I've seen some cabinet shops use a dedicated table saw set up for the purpose of ripping large sheet goods. It's usually a large table surrounding a conventional table saw with a long straight edge used as a fence. It takes up a lot of space, so the best you can do is to cut sheets down to a convenient size as prescribed by the other replies.


----------



## Bertha

Here's an option from my local CL, lol:
.


----------



## wapakfred

I always tried to break the full sheets down into a more manageable size to finish cut on the TS with a circ saw and strightedge. Handling full sheets with one person and not enough room is very tough, especially if it's the thicker plywood.


----------



## Knothead62

Could the store cut them for you? I know Lowe's has a panel saw for plywood. I think one cut is free, the rest are about 25 cents.
Do you know anyone at acabinet shop?
All in all, a straight edge and CS are the best.


----------



## SirFatty

I have a great outfeed table and infeed support as well. It's always served me well. I would like to get a track saw, but for the price.


----------



## Doss

I'd say as a 1-person operation that a circular saw and a straight-edge is the easiest way to do it.

If you have large in and outfeed tables that would be the next best way.

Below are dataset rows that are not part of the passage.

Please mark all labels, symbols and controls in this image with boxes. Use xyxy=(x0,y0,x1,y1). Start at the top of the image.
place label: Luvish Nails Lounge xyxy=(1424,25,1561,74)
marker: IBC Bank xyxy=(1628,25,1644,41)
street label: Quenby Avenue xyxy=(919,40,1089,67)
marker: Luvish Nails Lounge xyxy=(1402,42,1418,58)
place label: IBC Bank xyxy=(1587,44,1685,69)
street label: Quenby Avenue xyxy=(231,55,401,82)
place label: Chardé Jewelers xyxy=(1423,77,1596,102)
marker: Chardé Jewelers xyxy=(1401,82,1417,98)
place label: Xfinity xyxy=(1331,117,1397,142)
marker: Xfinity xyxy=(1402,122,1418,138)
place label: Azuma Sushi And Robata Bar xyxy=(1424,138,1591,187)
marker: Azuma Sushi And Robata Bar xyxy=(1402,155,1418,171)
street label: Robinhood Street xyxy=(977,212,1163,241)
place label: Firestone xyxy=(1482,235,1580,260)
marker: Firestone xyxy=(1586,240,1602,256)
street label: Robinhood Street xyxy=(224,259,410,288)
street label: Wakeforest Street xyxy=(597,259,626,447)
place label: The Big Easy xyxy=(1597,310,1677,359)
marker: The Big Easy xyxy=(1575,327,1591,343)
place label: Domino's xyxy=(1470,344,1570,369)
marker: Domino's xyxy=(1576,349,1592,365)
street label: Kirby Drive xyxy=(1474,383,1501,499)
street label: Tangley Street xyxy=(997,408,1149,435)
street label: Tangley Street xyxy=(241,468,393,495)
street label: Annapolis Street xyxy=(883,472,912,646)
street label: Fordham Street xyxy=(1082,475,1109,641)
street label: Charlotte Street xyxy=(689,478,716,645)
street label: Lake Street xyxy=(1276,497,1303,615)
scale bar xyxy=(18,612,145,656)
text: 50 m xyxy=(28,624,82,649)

Even with a helper, a simple bump in the wrong direction could bind the saw and damage it or the wood.


----------



## MikeInGA

Thanks for your great suggestions. I see a few that I'll give a try to.

Mike


----------



## mcase

I really have to strongly disagree with most of the opinions here. Cutting large sheets of ply on a cabinet saw is a routine operation in most cabinet shops. It is easy and accurate with the proper surrounding tables - NOT roller stands. My shop is a bit narrow so I added a flip-up extension onto my outfeed table to save on space. When I get past my rip fence capacity I switch to a shop-made straight edge that attaches to threaded insert in the side table. This gives me almost seven feet of crosscut capacity on the right of the blade. 







!


----------



## bullhead1

I must agree with most that are suggesting you don't cut full sheets by yourself on your table saw. Unless you have a large TS with out feed tables you not only endanger yourself but risk ruining part of a good sheet of material. I have bought sheets at Home Depot and my two local lumber yards and they have always cut it down to my requested sizes without charge. If you know what you need for your project plan ahead and bring it home in more managable pieces.


----------



## TCCcabinetmaker

Us pros use tablesaws to cut full sheets all the time, even contractor saws, however, if we need to make an awkard cut, we use what's called a helper, to help support the load, the helper NEVER pulls the sheet of plywood as this is DANGEROUS. However we are practiced at doing these things and know that when we feel uncomfortable with something, we'd best stop and figure out what we're doing. I am NEVER comfortable crossing cutting full sheets of plywood, as that's when it's really dangerous. But I will as long as the piece I'm cutting is not longer than it is wide.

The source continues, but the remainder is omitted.